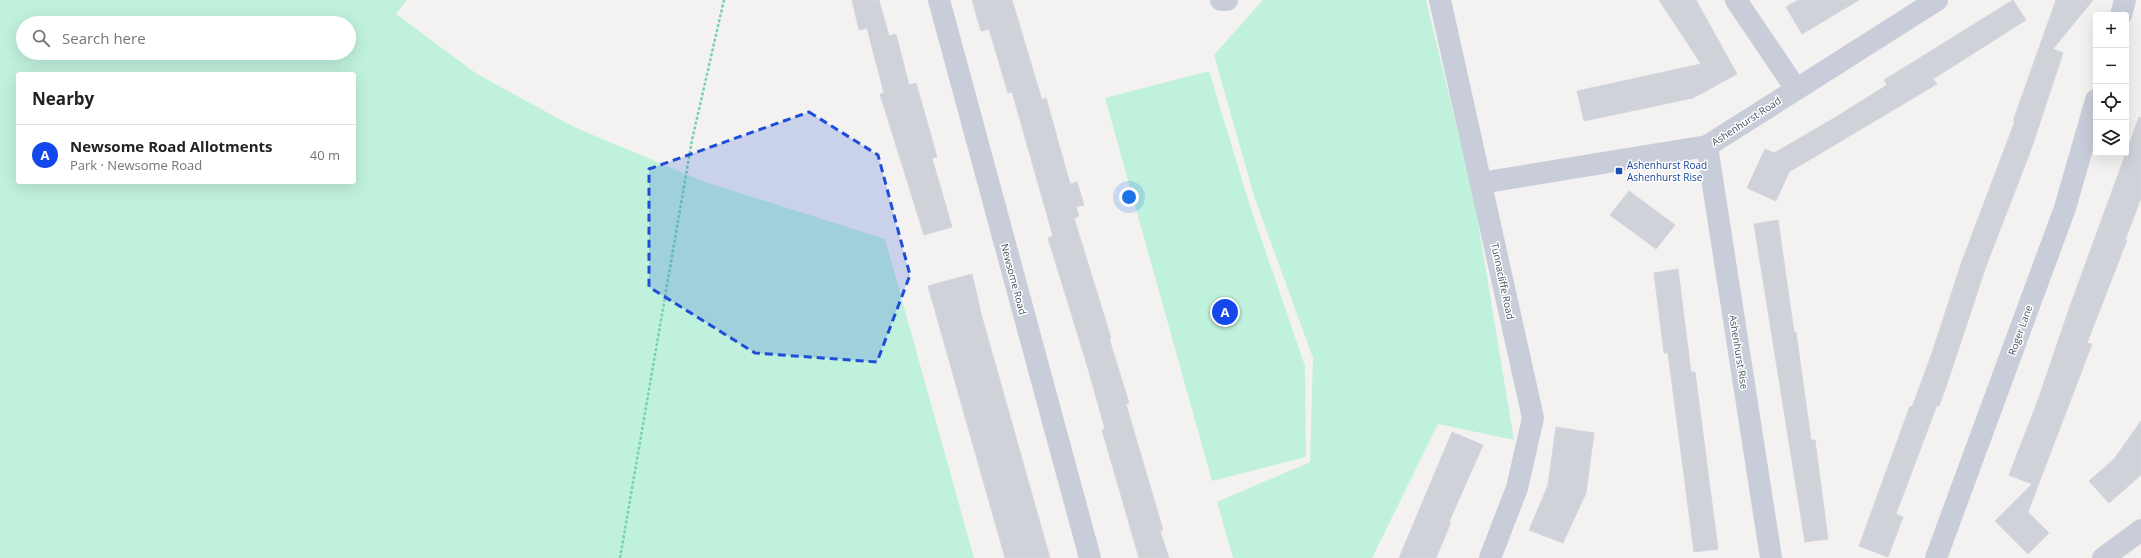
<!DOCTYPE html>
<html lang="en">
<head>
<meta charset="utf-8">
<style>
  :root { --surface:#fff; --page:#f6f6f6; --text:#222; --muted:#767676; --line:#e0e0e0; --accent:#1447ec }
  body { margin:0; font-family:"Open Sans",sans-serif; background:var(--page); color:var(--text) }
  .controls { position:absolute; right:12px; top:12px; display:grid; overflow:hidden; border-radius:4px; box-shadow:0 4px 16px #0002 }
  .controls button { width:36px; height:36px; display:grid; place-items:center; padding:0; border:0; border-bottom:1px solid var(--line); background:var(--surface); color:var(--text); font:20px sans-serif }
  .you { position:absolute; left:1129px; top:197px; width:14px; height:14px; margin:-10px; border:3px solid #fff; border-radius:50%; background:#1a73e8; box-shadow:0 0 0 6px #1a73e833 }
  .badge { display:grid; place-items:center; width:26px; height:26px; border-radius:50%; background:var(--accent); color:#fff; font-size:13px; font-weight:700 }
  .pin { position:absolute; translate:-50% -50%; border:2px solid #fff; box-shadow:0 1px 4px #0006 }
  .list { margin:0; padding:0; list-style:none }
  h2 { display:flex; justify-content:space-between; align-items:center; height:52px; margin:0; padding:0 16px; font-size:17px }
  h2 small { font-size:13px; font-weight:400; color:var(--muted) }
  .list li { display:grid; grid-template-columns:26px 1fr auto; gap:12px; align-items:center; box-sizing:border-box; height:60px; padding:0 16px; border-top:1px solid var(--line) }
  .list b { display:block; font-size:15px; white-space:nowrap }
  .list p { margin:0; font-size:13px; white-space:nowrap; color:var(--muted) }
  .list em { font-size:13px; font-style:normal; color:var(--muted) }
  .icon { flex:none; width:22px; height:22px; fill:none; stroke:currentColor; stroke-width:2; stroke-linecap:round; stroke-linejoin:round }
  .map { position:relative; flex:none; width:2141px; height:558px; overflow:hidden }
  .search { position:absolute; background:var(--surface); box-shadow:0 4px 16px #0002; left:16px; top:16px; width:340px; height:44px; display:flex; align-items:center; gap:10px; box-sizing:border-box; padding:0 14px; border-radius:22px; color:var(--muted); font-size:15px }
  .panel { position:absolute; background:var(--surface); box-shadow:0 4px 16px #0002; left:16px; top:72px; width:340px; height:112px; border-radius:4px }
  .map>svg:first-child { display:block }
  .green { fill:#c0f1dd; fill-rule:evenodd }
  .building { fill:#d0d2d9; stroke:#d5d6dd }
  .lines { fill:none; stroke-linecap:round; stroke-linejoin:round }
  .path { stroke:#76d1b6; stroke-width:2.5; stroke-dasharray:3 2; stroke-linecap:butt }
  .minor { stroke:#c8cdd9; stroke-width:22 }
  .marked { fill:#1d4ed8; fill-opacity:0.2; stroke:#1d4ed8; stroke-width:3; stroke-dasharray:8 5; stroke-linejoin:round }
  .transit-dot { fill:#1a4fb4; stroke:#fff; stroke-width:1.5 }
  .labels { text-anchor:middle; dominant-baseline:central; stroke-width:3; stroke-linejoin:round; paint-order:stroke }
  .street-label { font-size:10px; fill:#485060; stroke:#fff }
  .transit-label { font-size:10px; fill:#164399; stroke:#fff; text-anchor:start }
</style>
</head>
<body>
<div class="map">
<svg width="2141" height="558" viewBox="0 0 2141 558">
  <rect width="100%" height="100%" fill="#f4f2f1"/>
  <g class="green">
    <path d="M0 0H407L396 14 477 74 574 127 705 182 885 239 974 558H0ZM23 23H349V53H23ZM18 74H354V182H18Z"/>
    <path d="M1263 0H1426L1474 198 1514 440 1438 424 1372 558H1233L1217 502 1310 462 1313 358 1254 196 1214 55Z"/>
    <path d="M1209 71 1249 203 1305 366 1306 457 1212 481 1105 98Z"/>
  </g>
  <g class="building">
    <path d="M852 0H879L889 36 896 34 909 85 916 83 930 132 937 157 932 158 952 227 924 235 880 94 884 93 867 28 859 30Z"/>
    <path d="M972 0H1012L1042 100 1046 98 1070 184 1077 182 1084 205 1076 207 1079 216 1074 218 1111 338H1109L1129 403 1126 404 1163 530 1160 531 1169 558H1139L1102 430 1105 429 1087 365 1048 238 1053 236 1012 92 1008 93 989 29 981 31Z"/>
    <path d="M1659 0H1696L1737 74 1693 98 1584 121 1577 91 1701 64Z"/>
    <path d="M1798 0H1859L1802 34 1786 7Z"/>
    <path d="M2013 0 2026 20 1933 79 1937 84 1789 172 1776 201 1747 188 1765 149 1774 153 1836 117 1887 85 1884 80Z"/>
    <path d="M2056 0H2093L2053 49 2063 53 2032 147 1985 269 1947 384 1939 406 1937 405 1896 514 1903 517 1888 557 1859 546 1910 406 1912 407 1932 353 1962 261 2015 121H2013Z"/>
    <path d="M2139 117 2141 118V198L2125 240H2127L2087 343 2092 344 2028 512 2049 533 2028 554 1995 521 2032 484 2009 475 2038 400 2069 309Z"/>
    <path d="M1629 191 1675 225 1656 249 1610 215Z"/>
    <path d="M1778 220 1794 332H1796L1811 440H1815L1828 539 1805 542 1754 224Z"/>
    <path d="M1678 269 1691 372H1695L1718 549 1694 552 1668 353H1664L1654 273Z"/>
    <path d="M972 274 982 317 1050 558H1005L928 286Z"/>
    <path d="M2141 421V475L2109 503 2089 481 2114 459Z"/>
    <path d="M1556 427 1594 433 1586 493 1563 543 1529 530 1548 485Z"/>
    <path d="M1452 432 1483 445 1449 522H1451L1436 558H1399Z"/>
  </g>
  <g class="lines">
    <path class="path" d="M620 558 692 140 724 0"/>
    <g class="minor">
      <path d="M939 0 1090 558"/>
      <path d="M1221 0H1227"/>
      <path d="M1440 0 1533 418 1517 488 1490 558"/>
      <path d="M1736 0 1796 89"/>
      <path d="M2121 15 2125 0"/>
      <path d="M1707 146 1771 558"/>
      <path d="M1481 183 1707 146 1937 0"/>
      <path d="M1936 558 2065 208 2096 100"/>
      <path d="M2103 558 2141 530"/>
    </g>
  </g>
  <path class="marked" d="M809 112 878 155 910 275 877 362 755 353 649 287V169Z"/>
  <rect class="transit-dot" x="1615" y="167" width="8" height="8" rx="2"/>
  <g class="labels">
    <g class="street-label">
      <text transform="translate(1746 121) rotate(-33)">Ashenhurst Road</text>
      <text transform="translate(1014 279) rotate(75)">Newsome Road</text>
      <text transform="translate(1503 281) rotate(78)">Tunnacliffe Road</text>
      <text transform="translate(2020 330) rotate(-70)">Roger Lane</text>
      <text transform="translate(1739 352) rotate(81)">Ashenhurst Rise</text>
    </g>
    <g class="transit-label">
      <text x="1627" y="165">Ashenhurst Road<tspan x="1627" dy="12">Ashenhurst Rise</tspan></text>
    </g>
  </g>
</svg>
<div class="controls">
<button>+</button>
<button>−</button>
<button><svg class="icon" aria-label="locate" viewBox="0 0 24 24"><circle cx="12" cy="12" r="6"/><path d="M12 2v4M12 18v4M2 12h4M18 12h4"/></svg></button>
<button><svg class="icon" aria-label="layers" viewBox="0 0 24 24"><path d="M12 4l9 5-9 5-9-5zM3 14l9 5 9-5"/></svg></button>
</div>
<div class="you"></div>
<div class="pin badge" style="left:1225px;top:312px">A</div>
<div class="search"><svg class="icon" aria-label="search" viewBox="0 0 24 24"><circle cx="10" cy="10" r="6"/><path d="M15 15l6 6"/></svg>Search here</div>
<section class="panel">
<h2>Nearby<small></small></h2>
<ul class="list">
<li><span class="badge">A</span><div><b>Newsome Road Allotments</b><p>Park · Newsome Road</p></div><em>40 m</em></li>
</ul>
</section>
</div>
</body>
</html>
☆ ☆ ☆
→ Task directions:
From the very first line of the listing above through the line that holds "position:absolute; translate:-50% -50%;", write out each line exactly as it stands, leaving pictures out.

→ Answer below:
<!DOCTYPE html>
<html lang="en">
<head>
<meta charset="utf-8">
<style>
  :root { --surface:#fff; --page:#f6f6f6; --text:#222; --muted:#767676; --line:#e0e0e0; --accent:#1447ec }
  body { margin:0; font-family:"Open Sans",sans-serif; background:var(--page); color:var(--text) }
  .controls { position:absolute; right:12px; top:12px; display:grid; overflow:hidden; border-radius:4px; box-shadow:0 4px 16px #0002 }
  .controls button { width:36px; height:36px; display:grid; place-items:center; padding:0; border:0; border-bottom:1px solid var(--line); background:var(--surface); color:var(--text); font:20px sans-serif }
  .you { position:absolute; left:1129px; top:197px; width:14px; height:14px; margin:-10px; border:3px solid #fff; border-radius:50%; background:#1a73e8; box-shadow:0 0 0 6px #1a73e833 }
  .badge { display:grid; place-items:center; width:26px; height:26px; border-radius:50%; background:var(--accent); color:#fff; font-size:13px; font-weight:700 }
  .pin { position:absolute; translate:-50% -50%; border:2px solid #fff; box-shadow:0 1px 4px #0006 }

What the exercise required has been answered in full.